On April 10, 2012, Universal released the third and final season. For the Night Gallery Season Three DVD release, Universal Home Entertainment hired TV Time Machine Productions and Jim Benson and Scott Skelton to restore four rarely seen segments of Rod Serling’s classic horror series, assembled and reproduced on the DVD set as a “lost episode”—essentially a missing 23rd episode from the second season.
Jim Benson, the owner of TV Time Machine Productions, had previously worked with Universal Studios Digital Services and colorist Skip Martin on the restoration of selected episodes of I’m Dickens . . . He’s Fenster for that series’ DVD release. TV Time Machine Productions also produced audio commentaries for Night Gallery’s third season, featuring commentary by Skelton and Benson for the “lost episode” and the premiere episode, “The Return of the Sorcerer.”
Night Gallery aired on NBC from 1970 to 1973. When the series was syndicated in 1973, several of the individual segments that composed the show’s original hour-long versions were either shortened or lengthened to create new half-hour episodes. Three story segments were produced that either never aired in the broadcast version of the series or only appeared once and never repeated. These three segments later showed up in the syndication version—heavily padded with extra footage, in most cases, and all of them requiring restoration to bring them back to their original state.
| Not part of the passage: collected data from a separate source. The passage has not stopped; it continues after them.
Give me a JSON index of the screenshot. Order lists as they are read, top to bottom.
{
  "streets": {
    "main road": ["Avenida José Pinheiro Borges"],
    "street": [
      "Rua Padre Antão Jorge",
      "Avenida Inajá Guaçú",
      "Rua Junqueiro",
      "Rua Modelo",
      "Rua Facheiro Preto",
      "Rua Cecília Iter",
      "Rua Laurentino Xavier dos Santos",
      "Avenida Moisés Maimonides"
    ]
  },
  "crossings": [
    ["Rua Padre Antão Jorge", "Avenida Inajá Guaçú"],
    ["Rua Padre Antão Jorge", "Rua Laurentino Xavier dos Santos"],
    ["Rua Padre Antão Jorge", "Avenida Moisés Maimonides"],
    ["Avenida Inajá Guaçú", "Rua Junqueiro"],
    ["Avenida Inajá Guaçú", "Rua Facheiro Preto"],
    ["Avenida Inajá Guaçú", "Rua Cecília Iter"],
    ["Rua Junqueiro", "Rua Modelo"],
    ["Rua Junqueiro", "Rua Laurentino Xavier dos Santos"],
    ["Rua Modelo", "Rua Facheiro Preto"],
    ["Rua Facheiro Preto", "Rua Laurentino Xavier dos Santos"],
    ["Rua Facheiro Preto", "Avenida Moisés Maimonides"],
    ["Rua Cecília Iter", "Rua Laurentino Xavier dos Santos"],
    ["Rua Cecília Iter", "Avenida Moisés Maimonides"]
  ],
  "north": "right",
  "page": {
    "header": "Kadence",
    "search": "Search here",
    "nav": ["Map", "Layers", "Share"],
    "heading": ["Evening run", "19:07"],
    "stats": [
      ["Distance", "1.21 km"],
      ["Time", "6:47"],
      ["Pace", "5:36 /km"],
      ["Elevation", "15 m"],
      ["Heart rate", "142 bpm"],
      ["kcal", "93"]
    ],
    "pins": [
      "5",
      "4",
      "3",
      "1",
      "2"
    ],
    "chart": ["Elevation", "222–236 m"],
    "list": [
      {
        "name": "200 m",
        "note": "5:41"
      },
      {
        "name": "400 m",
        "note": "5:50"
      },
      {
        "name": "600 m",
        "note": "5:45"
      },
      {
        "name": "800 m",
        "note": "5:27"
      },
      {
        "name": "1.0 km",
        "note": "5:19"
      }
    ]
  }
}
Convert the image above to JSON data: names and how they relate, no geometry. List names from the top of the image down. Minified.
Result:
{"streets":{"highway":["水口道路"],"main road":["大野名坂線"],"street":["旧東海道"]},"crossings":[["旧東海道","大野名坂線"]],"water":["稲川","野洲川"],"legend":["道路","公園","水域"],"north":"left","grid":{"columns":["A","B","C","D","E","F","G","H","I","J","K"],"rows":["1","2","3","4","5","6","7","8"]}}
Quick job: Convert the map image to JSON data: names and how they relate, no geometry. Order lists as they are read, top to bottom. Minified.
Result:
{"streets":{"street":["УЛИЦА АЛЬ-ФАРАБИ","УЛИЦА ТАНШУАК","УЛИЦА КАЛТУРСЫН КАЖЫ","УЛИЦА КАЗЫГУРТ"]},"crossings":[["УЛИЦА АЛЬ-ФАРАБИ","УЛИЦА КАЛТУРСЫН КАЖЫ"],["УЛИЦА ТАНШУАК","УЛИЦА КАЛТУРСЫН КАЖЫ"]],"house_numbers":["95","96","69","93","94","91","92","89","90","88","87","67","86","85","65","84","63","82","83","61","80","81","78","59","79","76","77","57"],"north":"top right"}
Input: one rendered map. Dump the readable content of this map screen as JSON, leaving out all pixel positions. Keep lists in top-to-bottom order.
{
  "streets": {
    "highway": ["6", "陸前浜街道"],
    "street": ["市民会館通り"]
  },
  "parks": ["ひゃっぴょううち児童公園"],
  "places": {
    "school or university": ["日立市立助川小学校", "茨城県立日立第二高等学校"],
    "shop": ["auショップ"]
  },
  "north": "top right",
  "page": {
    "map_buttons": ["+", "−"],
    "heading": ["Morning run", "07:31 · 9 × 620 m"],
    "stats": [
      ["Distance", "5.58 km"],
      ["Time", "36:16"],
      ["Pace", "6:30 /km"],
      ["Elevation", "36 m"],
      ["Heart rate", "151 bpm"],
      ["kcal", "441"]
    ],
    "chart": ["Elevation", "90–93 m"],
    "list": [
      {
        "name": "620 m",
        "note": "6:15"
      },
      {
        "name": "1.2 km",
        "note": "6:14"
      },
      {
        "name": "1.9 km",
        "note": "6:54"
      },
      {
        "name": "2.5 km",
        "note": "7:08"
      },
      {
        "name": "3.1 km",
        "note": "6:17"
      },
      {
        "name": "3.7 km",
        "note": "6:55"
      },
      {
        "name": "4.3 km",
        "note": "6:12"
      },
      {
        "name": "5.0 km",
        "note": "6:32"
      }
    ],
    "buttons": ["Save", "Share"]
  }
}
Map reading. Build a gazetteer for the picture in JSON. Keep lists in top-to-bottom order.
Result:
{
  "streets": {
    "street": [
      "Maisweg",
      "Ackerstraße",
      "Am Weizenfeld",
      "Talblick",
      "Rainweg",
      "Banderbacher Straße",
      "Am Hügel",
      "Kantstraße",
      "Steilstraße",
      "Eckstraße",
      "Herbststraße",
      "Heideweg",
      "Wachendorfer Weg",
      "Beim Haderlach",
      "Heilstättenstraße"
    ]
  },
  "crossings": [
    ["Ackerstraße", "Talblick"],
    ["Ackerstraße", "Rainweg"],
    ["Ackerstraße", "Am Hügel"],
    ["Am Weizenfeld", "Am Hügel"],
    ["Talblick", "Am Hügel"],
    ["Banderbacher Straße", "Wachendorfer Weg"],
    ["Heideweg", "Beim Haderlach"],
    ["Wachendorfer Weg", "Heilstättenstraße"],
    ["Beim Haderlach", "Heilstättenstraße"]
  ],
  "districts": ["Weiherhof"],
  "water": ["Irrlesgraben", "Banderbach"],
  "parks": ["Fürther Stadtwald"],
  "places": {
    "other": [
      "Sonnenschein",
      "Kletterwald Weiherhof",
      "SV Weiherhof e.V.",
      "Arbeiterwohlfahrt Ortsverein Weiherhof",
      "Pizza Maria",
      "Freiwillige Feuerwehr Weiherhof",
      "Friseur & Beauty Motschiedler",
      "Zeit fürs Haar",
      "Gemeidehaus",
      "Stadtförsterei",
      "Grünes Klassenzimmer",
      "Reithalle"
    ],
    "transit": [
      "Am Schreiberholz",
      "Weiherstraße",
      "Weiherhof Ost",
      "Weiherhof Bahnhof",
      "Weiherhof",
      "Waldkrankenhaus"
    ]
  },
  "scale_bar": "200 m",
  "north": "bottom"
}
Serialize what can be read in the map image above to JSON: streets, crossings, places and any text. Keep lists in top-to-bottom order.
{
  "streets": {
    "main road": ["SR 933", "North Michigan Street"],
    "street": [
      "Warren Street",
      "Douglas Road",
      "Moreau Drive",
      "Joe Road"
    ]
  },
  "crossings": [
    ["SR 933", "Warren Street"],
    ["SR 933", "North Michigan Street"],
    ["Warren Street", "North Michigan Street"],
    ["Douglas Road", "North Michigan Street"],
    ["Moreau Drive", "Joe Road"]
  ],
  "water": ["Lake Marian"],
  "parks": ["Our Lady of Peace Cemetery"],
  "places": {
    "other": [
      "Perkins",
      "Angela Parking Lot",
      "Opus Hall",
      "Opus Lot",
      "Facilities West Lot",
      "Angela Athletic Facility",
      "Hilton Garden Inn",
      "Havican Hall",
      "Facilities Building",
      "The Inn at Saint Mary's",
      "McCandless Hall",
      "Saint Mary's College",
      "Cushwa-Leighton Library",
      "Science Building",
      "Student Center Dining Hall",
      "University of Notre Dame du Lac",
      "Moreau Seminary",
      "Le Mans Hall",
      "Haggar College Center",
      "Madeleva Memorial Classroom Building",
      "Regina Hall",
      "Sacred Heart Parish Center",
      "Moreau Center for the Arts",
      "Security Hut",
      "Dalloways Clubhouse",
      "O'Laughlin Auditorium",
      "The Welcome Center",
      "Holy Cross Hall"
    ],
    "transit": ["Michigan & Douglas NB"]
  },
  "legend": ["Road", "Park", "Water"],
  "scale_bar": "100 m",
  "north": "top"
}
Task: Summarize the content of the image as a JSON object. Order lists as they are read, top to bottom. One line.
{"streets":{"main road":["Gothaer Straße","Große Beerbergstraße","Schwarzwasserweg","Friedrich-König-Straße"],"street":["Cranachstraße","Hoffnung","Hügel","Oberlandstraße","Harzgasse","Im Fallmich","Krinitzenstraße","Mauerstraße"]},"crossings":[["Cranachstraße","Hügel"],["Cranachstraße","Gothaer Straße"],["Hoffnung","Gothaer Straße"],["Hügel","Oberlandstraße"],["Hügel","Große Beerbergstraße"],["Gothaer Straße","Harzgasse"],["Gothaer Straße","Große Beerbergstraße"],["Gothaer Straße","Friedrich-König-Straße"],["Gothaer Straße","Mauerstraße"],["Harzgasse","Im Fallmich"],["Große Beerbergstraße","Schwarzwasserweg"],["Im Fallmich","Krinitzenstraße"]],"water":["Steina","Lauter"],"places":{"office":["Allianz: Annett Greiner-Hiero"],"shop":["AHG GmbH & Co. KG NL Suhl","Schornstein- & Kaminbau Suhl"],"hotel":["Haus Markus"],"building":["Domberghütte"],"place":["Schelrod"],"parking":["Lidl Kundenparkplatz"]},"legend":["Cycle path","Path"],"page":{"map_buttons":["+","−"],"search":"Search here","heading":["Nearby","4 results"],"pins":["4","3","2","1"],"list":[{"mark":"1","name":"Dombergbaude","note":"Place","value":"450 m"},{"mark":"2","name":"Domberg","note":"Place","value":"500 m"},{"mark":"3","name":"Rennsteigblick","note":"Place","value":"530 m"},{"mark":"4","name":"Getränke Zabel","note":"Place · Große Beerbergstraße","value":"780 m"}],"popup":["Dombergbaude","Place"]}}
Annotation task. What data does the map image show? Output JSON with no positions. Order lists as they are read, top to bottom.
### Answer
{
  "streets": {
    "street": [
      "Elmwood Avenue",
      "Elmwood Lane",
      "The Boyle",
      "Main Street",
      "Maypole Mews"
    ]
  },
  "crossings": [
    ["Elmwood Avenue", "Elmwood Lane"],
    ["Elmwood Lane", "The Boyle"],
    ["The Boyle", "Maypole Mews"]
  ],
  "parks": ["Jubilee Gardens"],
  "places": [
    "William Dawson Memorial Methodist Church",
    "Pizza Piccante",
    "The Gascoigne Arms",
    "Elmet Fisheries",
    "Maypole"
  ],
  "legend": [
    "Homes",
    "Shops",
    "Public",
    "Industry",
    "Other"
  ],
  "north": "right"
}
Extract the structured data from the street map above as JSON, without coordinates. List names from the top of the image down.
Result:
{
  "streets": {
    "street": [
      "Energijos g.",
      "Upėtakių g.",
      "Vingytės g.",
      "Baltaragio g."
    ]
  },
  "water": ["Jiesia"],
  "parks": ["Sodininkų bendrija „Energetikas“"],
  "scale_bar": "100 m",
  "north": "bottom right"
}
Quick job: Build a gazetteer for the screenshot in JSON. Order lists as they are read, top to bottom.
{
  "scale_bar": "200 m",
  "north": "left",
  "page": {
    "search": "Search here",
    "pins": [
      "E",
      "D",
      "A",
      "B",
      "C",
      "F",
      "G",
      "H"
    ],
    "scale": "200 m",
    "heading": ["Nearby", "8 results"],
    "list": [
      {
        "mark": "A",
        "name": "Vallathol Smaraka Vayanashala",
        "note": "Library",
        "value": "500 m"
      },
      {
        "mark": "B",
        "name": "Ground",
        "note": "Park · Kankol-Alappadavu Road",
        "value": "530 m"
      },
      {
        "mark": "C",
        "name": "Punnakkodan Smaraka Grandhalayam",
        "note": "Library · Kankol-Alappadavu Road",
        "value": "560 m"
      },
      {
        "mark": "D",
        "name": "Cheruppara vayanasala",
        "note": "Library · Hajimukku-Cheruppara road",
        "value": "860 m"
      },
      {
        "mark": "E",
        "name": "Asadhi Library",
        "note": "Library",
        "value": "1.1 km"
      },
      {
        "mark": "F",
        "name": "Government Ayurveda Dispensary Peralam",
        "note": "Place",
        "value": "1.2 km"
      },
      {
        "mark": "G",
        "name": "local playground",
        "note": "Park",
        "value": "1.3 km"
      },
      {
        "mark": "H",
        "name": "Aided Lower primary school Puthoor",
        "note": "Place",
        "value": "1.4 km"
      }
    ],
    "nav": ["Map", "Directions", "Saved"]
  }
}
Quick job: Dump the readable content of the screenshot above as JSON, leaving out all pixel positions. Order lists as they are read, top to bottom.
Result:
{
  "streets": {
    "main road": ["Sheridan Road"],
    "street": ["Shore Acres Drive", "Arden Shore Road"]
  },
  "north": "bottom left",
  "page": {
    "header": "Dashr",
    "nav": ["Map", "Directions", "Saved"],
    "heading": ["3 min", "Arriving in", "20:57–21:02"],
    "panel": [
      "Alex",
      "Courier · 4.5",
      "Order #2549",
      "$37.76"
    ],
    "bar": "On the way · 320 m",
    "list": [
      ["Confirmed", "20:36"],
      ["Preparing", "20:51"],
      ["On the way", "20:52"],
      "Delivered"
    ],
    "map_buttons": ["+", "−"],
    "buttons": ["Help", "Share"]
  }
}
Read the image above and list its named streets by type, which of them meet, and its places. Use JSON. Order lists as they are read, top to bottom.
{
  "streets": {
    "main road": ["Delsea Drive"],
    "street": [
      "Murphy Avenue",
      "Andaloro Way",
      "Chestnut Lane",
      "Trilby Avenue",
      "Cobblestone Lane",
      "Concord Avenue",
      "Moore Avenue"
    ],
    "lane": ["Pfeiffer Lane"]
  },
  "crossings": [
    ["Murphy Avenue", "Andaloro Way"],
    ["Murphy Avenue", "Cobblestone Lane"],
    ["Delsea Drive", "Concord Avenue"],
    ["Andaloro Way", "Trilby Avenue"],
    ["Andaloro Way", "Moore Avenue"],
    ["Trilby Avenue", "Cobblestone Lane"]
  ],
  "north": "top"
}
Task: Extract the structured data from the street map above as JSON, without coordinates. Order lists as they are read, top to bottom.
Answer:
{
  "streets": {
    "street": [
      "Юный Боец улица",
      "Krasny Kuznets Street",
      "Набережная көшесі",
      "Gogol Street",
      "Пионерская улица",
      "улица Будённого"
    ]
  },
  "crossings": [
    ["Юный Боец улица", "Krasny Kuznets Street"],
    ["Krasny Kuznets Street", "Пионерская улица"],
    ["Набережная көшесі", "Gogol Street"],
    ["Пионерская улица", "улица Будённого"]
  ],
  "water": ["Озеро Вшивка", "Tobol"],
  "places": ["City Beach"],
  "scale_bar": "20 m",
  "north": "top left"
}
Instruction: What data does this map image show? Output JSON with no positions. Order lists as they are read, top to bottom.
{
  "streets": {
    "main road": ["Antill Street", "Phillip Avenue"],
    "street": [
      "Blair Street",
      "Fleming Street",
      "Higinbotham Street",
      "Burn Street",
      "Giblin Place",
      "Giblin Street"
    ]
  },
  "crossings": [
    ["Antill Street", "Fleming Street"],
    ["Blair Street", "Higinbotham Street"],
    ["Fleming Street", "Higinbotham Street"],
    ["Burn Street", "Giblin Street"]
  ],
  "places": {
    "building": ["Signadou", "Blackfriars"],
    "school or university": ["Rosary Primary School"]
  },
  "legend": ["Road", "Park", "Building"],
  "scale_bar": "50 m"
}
Once Universal green-lit this unique project, the job of finding missing and original elements began. Because of the fragmented nature of the series, the process was similar to putting hundreds of jumbled puzzle pieces back together to create a coherent, complete picture. After two months of mining the vast archives of Universal Studios, most of the missing elements were found.
“Die Now, Pay Later,” an episode never aired on NBC, was lengthened for syndication in 1973 and has never been seen in its original form. This segment was painstakingly reconstructed from original 35 millimeter elements, and the majority of the episode was brought back to its original state.
“Room for One Less,” a one-minute vignette that never aired on NBC, was restored using original elements, including original optical titles. Rare, behind-the-scenes footage of Rod Serling shooting his introduction for this segment is included as an “Easter egg” on the DVD set.
“Witches’ Feast” was beautifully remastered from original 35 millimeter elements. This segment ran only once on NBC in the original airing, was replaced by another segment for the repeat airing, and has been seen rarely since.
“Little Girl Lost” originally had six minutes of footage excised before the segment aired on NBC in 1972. Working with colorist Skip Martin, existing 35 and 16 millimeter elements were meticulously matched, reinstating the missing six minutes.
Since “Die Now, Pay Later” was never fully completed in 1971, a new slate of music cues (taken from existing episodes) were assembled for the segment. “Room for One Less” also received a revised music track.
After the restoration process, the four segments were edited together and, using the familiar second-season main title, a “new” hour-long Night Gallery episode was created. New end title credits were also designed, and the classic NBC commercial-break bumper that had not been seen in decades (featuring a series of horrific faces) was reinstated.
Night Gallery had a very unique history, and this unique DVD project reflects that fact. Over the years, fans have been vocal about having the entire collection of Night Gallery tales made available on DVD. Through the good offices of Universal Studios, this wish has finally been fulfilled.